The Top 10 Hip-Hop Songs of the Streaming Era
Spotify continues their CLASSICS series with a list of the 100 greatest Hip-Hop songs of the last decade.
Spotify are back with their CLASSICS series, highlighting the most iconic songs of the “Streaming Era”. Spotify define that as 2015 until now, the years in which platforms like Spotify have taken the world by storm as the primary source of music.
Now Spotify are looking at the ‘100 Greatest Hip-Hop Songs of the Streaming Era‘. It includes some of Hip-Hop’s – and pop culture at large – most influential records of all time, featuring artists like Kendrick Lamar, Future, Jay-Z, and Travis Scott.
Spotify write: “Hip-Hop has been the most influential genre in pop culture for decades, but it became the No.1 music genre in the U.S. in 2017, according to Nielsen. Hip-Hop’s commercial ascendance coincided with existential shifts for the genre. Rap transitioned to a more melodic format, occasionally making it hard to distinguish between hip-hop and R&B.
“Trap became the most popular sound in music, and its practitioner started releasing music at a relentless pace. but Hip-Hop remains as creatively inspired as ever, marked by the emergence of an exciting new generation who have already made their presence felt when it comes to the best Hip-Hop songs.”
We’re going to list Spotify’s top 10, you can head to their original list for the full 100.

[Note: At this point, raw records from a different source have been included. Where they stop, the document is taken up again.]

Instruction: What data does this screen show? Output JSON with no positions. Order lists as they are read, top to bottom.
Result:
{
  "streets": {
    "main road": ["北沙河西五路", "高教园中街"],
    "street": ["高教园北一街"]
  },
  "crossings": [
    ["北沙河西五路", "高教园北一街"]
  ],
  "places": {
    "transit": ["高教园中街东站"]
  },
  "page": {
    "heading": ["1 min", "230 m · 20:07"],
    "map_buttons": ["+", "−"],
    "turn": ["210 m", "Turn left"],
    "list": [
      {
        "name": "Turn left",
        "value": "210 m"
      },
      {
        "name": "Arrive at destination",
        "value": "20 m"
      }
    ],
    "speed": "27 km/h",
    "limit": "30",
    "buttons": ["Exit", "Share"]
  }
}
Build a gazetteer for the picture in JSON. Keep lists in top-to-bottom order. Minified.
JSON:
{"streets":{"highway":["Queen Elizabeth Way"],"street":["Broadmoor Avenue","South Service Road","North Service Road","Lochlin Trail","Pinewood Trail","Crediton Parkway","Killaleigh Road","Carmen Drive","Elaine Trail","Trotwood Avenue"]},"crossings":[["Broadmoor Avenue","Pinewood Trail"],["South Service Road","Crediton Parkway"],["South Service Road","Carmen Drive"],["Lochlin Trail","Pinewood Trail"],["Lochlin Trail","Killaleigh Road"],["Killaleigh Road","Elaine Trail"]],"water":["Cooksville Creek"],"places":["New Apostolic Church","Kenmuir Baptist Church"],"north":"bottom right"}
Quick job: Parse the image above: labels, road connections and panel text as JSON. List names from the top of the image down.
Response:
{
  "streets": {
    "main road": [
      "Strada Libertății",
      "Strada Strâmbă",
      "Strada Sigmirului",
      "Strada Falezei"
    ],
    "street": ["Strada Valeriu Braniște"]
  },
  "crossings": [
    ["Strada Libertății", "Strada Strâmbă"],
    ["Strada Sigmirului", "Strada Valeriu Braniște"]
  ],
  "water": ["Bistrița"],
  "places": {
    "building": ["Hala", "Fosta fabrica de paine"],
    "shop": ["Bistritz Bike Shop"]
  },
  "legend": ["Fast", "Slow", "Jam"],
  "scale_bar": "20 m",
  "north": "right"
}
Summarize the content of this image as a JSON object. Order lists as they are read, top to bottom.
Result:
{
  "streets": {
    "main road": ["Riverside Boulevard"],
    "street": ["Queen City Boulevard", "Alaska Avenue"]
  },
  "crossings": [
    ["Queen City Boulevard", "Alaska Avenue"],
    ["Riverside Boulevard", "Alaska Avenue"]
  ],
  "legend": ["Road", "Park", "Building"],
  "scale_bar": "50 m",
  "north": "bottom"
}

Spotify’s Top 10 Modern Classic R&B Songs
10. Juice WRLD – “Lucid Dreams”
The Chicago rapper is magnetic over the Nick Mira–produced track, which samples a Sting guitar loop, as he lets out a torrent of feelings about a relationship gone bad. Initially garnering millions of streams as a self-released single in 2017, “Lucid Dreams” would experience an exponentially larger wave of success after Juice WRLD rereleased the single with major-label backing. It eventually became one of Spotify’s most-streamed songs, with over 2.5 billion plays.
Spotify Streams: 2,528,373,906
Fun Fact: Sting, whose “Shape Of My Heart” is sampled in “Lucid Dreams,” has said Juice WRLD’s song is his favorite reworking.
9. Pop Smoke – “Dior”
Drill is typically known for its graphic depiction of street life, but “Dior,” aside from a few menacing bars, represented the more festive side of the music. Pop was tragically killed in a home invasion before he had a chance to live up to his full potential, but the Brooklynite posthumously became a legend. “Dior” became a hit in the wake of his untimely death and soundtracked the Black Lives Matter movement during widespread protests in the summer of 2020.
Spotify Streams: 1,060,034,928
Fun Fact: “Dior” appears on Pop’s Meet the Woo and Meet the Woo 2 mixtapes.
8. Sheck Wes – “Mo Bamba”
Cacophony has never sounded this good. Travis Scott protégé Sheck Wes made a name for himself when he released one of the most riotous songs in recent memory. “Mo Bamba” is unorthodox in a rap context and even more unconventional by pop standards. Sheck chants every line of the song over Take A Daytrip’s chords, which sound like the middle ground between harmony and dissonance. (Dance producer Zedd and Fool’s Gold founder A-Trak once debated the musical merits of the song in an epic Twitter thread.)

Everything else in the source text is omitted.